Dataset extract:
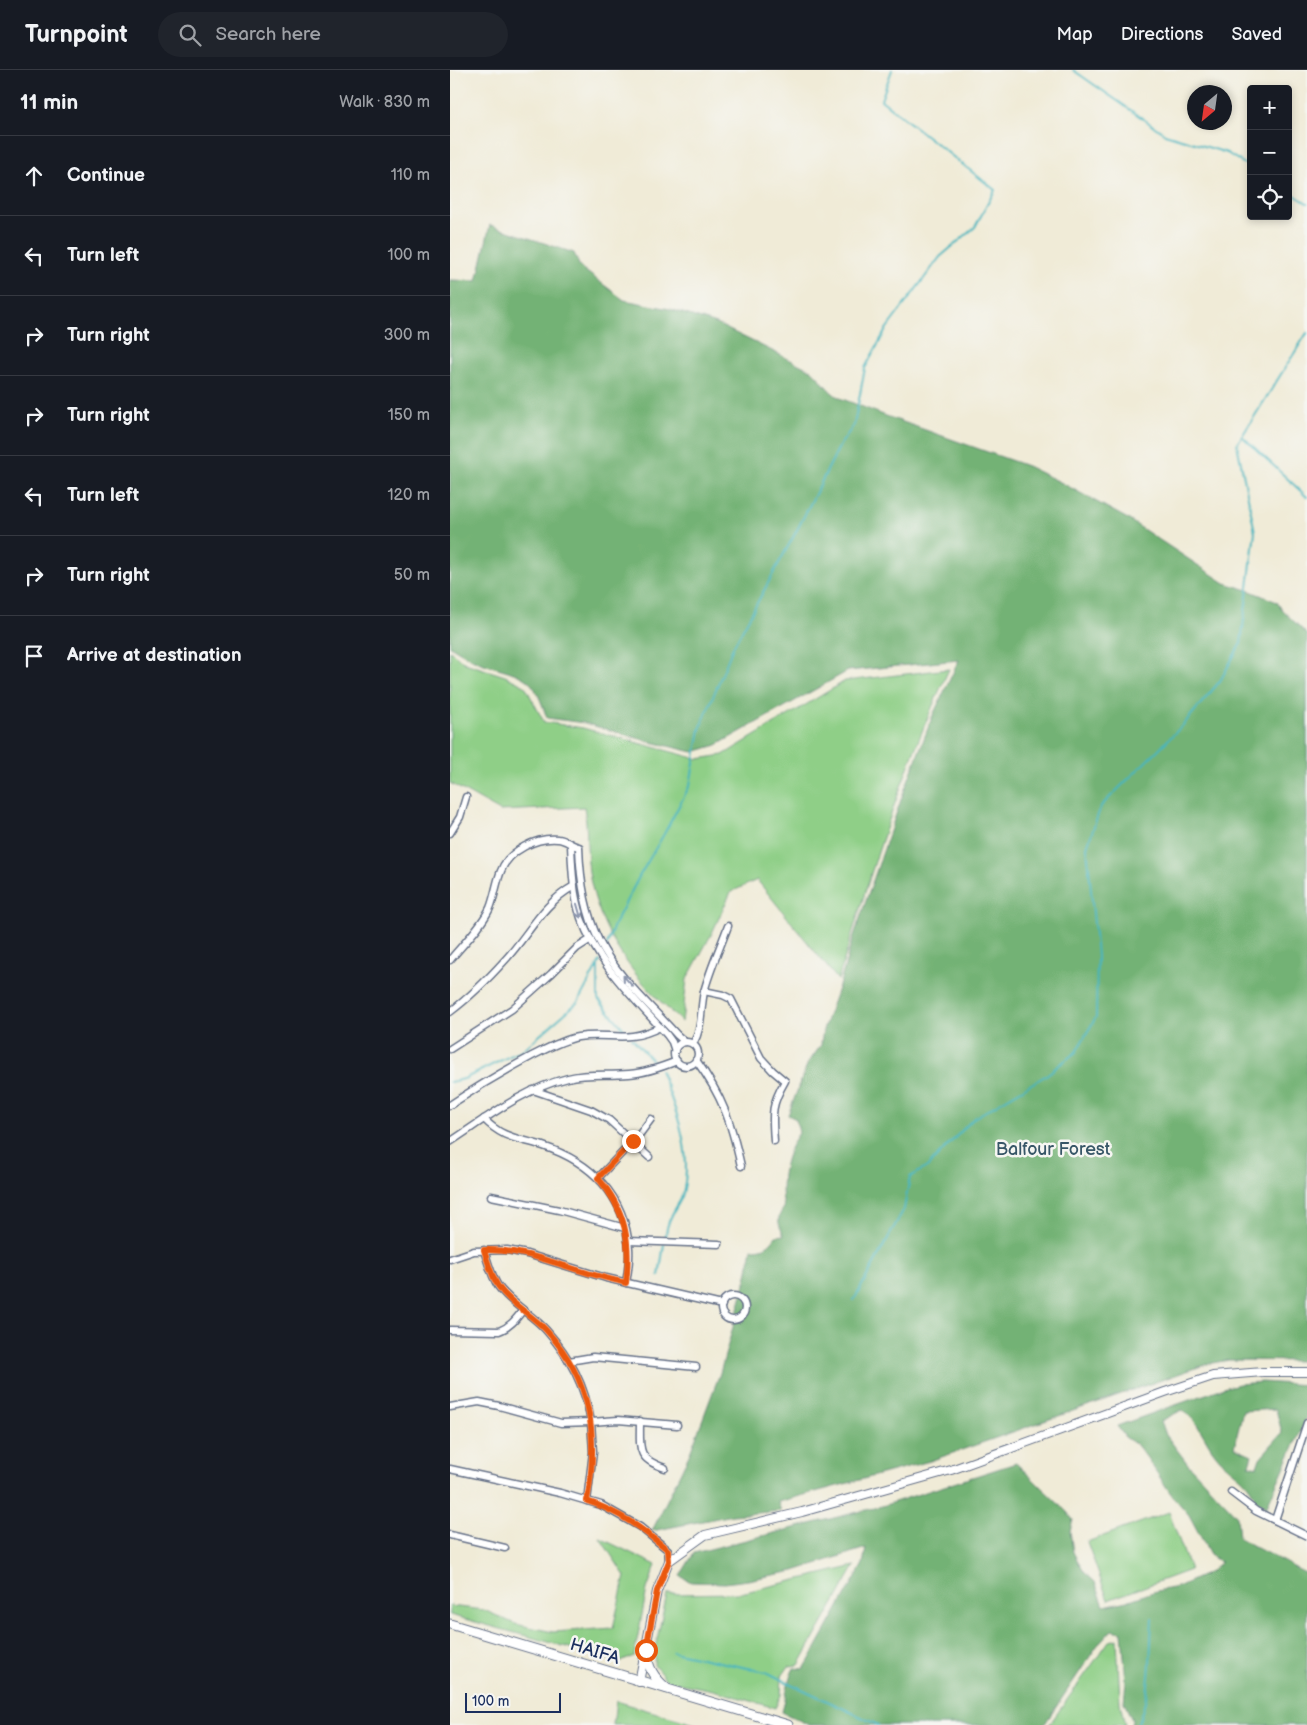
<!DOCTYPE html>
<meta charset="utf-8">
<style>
:root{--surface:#171b24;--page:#20242c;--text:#f1f3f6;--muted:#9ea1a6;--line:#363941}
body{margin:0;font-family:"Balsamiq Sans",sans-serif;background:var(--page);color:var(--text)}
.controls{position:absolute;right:15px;top:15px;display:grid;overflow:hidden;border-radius:5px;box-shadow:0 2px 8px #0003}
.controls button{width:45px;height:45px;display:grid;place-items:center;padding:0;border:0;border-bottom:1px solid var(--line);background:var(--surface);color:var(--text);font:25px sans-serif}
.compass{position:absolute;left:737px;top:15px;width:45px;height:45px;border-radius:50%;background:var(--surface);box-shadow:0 2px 8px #0003;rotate:209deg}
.scale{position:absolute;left:15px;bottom:12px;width:96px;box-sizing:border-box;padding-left:5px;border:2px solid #1b2f5e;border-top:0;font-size:14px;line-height:18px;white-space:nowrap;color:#1b2f5e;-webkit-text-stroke:4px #f6f6f2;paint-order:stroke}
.stop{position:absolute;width:15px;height:15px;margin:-11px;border:4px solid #ea580c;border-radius:50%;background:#fff}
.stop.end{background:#ea580c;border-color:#fff;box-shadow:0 1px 5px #0008}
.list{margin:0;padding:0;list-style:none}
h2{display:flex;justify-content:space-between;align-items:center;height:65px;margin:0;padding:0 20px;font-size:21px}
h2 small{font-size:16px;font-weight:400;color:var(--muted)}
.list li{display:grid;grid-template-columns:32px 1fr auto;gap:15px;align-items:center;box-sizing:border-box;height:80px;padding:0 20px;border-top:1px solid var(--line)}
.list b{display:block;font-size:19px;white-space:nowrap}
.list em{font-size:16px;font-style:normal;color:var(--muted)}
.icon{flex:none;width:28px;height:28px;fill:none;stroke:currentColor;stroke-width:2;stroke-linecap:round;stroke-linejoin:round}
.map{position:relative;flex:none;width:857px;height:1655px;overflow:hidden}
header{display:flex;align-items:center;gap:30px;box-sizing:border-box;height:70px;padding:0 25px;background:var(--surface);border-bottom:1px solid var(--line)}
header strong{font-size:24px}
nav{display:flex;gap:28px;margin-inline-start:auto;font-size:18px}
.search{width:350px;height:45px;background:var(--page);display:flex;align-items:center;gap:12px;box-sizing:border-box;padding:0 18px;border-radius:28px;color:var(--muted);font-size:19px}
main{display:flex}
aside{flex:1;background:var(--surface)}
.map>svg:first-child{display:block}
.green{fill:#8fcf87;stroke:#557f72}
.forest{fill:#73b274;stroke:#477069;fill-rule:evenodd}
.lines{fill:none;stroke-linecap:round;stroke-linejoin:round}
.stream{stroke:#46b5bf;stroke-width:2}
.minor-casing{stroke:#667188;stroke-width:9}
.major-casing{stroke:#667188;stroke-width:10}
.highway-casing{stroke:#667188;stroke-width:11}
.minor{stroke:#fff;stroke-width:6}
.major{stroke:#fff;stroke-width:8}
.highway{stroke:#fff;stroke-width:9}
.oneway{stroke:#8d97ae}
.route{stroke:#ea580c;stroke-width:6}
.labels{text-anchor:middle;stroke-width:5;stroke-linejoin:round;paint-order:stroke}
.park-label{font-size:18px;fill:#385768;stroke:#f6f6f2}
.street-label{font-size:18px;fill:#1b2f5e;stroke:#f6f6f2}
</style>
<header>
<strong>Turnpoint</strong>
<div class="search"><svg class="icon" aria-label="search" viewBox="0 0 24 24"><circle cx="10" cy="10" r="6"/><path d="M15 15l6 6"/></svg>Search here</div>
<nav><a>Map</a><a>Directions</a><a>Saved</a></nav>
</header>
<main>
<aside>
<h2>11 min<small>Walk · 830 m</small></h2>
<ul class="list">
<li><svg class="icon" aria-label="ahead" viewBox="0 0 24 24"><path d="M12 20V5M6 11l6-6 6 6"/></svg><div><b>Continue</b></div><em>110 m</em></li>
<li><svg class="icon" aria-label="left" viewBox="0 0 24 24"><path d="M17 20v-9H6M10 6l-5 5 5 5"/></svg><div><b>Turn left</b></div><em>100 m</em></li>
<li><svg class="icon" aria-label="right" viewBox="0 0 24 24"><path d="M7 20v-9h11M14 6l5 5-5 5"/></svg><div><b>Turn right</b></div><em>300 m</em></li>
<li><svg class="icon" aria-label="right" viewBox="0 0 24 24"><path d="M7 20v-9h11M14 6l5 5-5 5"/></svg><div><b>Turn right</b></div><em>150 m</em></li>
<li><svg class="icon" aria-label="left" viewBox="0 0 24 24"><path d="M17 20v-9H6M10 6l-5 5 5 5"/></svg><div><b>Turn left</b></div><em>120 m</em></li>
<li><svg class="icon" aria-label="right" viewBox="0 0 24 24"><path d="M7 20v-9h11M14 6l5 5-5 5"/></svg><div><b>Turn right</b></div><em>50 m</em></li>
<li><svg class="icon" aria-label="arrive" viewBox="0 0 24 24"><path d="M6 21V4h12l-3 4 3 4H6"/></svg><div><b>Arrive at destination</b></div></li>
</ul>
</aside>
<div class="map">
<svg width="857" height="1655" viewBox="0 0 857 1655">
<rect width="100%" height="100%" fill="#f6f6f2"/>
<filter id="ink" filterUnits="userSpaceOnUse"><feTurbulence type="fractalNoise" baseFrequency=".02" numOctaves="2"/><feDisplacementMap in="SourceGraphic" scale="10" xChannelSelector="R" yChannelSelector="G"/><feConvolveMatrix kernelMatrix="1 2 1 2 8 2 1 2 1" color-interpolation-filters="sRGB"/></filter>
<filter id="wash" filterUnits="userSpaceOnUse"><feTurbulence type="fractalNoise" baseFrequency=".0096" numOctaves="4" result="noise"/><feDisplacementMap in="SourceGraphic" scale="20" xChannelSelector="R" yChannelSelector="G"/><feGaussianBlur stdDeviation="1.12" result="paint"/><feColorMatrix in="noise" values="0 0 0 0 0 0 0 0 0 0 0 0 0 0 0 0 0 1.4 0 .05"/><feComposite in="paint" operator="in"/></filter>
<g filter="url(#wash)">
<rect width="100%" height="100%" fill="#f0ebd7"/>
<g class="green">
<path d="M0,581L15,593L55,606L75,616L94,652L133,658L248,689L273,685L395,611L499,599C453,699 420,804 388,910L307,810L281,822L262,863L237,909L232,952C186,911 149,865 139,802C136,780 138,758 134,737L50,741L0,713Z"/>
<polygon points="719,1442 740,1500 658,1530 637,1472"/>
<polygon points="150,1468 206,1495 197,1519 184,1586 171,1592 0,1545 0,1536 34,1540 65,1554 103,1562 163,1558 175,1506"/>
<polygon points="405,1496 349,1595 339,1596 332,1606 331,1625 325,1638 263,1620 217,1611 204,1595 205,1578 217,1524 291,1523"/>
<polygon points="667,1569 670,1633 675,1655 599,1655 659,1571"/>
<polygon points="166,1631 248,1655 163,1655"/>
</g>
<g class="forest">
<path d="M40,155L124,183L130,197L174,230L220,239L267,254L361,300C372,309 377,321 390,328L436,346L577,396L612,413L676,448L775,513L798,520L827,532L832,540L857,564V1291L779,1290L757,1294L480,1391L328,1432L331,1441L283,1445L202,1461L240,1383L270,1303L296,1211L302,1179C314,1179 319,1176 326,1166L334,1165C328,1154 326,1148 334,1138C329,1112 334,1084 349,1063L346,1049L338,1045L357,995L371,975L373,960L390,913L401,874L453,724L483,645L509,590L398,601L267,675L243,682L201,672L134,653L97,648C93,637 89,624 82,615C70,601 47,599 31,593C20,589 10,582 0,576V210L27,211Z"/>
<path d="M812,1312L857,1315V1347L816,1438L805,1430C802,1411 779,1401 767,1386C754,1371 749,1350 732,1340L711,1351L716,1365L737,1393L787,1446L789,1468L803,1476L857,1504V1655H681L682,1650L674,1632L676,1612L672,1562L662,1560L647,1576L594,1655H359L332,1642C336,1628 337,1611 344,1598L354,1599L360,1589L413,1494L416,1478L344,1501L298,1510L275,1513L241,1512L230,1506L244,1483L432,1436L566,1393L617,1442L623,1450L620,1461L623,1482L634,1502L645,1512L654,1536L677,1531L706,1521L728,1517L760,1502L771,1492L761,1486L739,1445L721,1424L697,1388L687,1375L675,1367L667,1356L773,1318L789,1314ZM826,1339L832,1363L810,1388L807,1397L799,1395L802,1385L784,1377L793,1341Z"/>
</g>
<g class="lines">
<g class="stream">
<polyline points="623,0 715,64 777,83 801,98"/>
<polyline points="838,121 857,133"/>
<polyline points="792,366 857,427"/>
<polyline points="156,877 164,855 190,805 214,764 240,715 250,659 283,577 347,460 390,375 404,355 415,298 437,258 490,187 525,157 545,120 431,30 442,0"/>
<polyline points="148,896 148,929 179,965"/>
<polyline points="182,968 207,996"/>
<path d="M210,1000C226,1038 243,1082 233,1123C231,1132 224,1139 221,1147C217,1154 216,1162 215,1170"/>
<polyline points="0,1012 14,1009 74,979 128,932 150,891"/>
<polyline points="209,1206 214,1174"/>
<polyline points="404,1230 454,1139 460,1107 477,1097 524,1048 595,1006 626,982 646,947 647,886 637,777 651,736 733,655 770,611 791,573 805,462 787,374 857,263"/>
<polyline points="223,1582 316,1602 428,1655"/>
<path d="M687,1655C702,1625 700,1581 702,1548"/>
</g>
</g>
</g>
<g filter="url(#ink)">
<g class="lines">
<defs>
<g id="minor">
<polyline points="0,763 10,747 16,727"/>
<path d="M121,775C122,799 123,825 131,848C148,895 184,928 217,965L222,972L225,981"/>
<path d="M0,890C13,874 31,857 40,838C45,826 46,813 51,801C59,780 87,767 108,769C115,769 122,776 129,777C130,809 135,842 149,871C167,907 200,935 227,965L235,972"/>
<path d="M254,921L273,925L281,929L311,988L323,1001L335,1011C321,1035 322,1043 324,1071"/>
<path d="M0,942C20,927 39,908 56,889C79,864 93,833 124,816"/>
<circle cx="236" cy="984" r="12"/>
<path d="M243,974C253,957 250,940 254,922C260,899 270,878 278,856"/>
<polyline points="0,979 62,939 101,904 127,878 141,869"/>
<path d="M246,990C273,1027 281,1052 291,1096"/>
<polyline points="83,1020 141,1040 159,1050 199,1087"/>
<path d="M0,1035C27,1017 54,1001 82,986C96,979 112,970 128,967C160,962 177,974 210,957"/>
<path d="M34,1049C53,1069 69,1068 93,1076C141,1092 175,1125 179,1178C180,1190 178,1201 176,1213"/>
<path d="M0,1072C38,1047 73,1019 118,1008C138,1003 158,1006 179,1004C196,1003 212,997 227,991"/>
<polyline points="148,1108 189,1065 201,1049"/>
<polyline points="41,1126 109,1140 175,1158"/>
<polyline points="178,1171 269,1174"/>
<polyline points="0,1189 24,1181 57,1180 77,1184 156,1208 272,1235"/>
<circle cx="283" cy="1238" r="12"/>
<path d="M0,1260L49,1261C60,1257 66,1249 73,1240"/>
<polyline points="119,1291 143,1287 246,1297"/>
<path d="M0,1337L29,1332L49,1336L111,1353L141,1352C135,1316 121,1288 96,1260C82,1244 61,1234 48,1216C41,1205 38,1192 34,1180"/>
<path d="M190,1351C190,1378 186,1389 215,1398"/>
<polyline points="0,1399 110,1423 151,1435 190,1457 218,1480 219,1491"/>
<polyline points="781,1422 806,1441 857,1466"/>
<polyline points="137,1431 143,1382 141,1352 168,1350 227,1355"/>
<polyline points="825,1450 857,1353"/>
<polyline points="0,1465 55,1478"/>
</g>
<polyline id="major" points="189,1612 207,1521 219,1491 255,1465 352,1442 501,1400 715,1322 763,1306 813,1302 857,1302"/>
<g id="highway">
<polyline points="0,1554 338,1655"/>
<path d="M196,1580C198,1597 202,1606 216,1618"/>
</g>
</defs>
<use href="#minor" class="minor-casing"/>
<use href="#major" class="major-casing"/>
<use href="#highway" class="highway-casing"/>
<use href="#minor" class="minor"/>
<use href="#major" class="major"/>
<use href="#highway" class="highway"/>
</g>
<defs><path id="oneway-shaft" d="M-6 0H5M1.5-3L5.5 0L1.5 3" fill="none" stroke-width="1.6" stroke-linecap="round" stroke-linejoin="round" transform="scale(1.25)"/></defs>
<g class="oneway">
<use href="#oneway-shaft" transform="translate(129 841) rotate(74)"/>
<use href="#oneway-shaft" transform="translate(178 911) rotate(-131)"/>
</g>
</g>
<g class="lines" filter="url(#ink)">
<path class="route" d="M183,1071L148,1108C176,1140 181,1172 176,1213C160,1209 144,1205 128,1200C96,1190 68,1179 34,1180C38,1192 41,1205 48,1216C60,1234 81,1244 96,1260C142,1310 149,1366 137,1431C168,1441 193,1459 218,1480L219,1491L207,1521L196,1580"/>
</g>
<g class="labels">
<g class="park-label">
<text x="603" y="1085">Balfour Forest</text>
</g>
<g class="street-label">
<text transform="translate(145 1581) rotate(17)" y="6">HAIFA</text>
</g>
</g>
</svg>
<div class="controls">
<button>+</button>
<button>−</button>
<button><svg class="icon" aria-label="locate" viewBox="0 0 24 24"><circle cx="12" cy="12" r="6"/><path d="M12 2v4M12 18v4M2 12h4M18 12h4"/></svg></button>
</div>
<svg class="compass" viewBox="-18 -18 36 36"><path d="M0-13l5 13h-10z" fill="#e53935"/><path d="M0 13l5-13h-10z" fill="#9ea1a6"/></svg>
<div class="scale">100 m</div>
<div class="stop" style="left:196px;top:1580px"></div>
<div class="stop end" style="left:183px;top:1071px"></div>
</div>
</main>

To do:
The answer should consist of every line above in which "list" appears.

Reply:
.list{margin:0;padding:0;list-style:none}
.list li{display:grid;grid-template-columns:32px 1fr auto;gap:15px;align-items:center;box-sizing:border-box;height:80px;padding:0 20px;border-top:1px solid var(--line)}
.list b{display:block;font-size:19px;white-space:nowrap}
.list em{font-size:16px;font-style:normal;color:var(--muted)}
<ul class="list">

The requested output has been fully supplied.